Il y a quand même un petit truc qui m'accroche l'oreille dans technologie créative. Peut être comme le disent @TonioD ou @Piotr Ivanovitch parce que solution, approche, démarche peuvent être reliées à une personne ?
Alors que technologie se rapproche d'un moyen? Je ne dirais pas un marteau créatif comme @Terio pour un pinceau (sauf image pour parler en fait de la personne comme une plume créative par ex.)


----------



## TonioD

Chimel said:


> Vous ne diriez donc pas non plus _une solution créative_, sous prétexte que ce n'est pas la solution qui crée quelque chose?
> 
> Pourtant, tout le monde, me semble-t-il, comprend _une solution créative_ comme: une solution conçue, imaginée... de manière créative.
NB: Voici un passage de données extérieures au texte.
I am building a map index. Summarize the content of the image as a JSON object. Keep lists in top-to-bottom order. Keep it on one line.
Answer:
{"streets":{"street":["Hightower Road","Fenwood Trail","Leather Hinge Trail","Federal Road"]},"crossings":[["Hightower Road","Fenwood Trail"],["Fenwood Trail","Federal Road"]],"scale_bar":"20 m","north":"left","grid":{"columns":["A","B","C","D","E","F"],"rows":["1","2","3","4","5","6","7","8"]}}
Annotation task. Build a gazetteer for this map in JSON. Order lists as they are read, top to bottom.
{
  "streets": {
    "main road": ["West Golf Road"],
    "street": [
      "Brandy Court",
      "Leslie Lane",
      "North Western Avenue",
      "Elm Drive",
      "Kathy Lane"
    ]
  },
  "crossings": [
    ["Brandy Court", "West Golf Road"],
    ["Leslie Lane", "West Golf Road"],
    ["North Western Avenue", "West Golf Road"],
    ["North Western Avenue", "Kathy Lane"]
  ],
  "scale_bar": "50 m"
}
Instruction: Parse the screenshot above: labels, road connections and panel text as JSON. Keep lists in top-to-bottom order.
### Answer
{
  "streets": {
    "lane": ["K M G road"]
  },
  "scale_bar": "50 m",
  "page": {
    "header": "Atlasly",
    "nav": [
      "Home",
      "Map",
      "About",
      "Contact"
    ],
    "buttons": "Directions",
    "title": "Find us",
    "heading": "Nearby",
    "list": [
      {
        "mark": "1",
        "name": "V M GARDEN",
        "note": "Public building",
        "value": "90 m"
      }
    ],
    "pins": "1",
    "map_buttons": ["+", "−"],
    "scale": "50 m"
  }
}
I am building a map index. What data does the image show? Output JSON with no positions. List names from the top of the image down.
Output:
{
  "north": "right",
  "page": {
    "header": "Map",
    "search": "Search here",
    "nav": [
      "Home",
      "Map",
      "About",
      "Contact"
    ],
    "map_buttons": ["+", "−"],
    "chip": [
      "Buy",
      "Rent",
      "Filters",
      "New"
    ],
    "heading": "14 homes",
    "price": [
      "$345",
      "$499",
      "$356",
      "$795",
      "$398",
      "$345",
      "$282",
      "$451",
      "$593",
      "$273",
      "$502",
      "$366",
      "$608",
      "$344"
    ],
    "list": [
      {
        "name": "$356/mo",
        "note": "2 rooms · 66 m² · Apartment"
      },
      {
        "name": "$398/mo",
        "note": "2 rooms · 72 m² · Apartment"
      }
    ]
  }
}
Il en va de même, selon, moi, de _technologie créative._


Pour moi on ne parle pas de la meme chose ici. Une solution créative est le résultat de la créativité de celui qui l'a imaginé. La question de départ est de savoir si on peut employer "créatif" pour designer les technologies qu'on utilise comme support de création en musique, comme l'a dit @Piotr Ivanovitch  on ne dirait pas du pinceau d'un peintre ou du stylo d'un auteur qu'ils sont "créatifs", ici pour moi c'est exactement la meme chose. Apres evidemment que dans tous les cas "technologies créatives" sera parfaitement compris dans le contexte, mais je trouve quand meme que ca sonne un peu bizarrement.


----------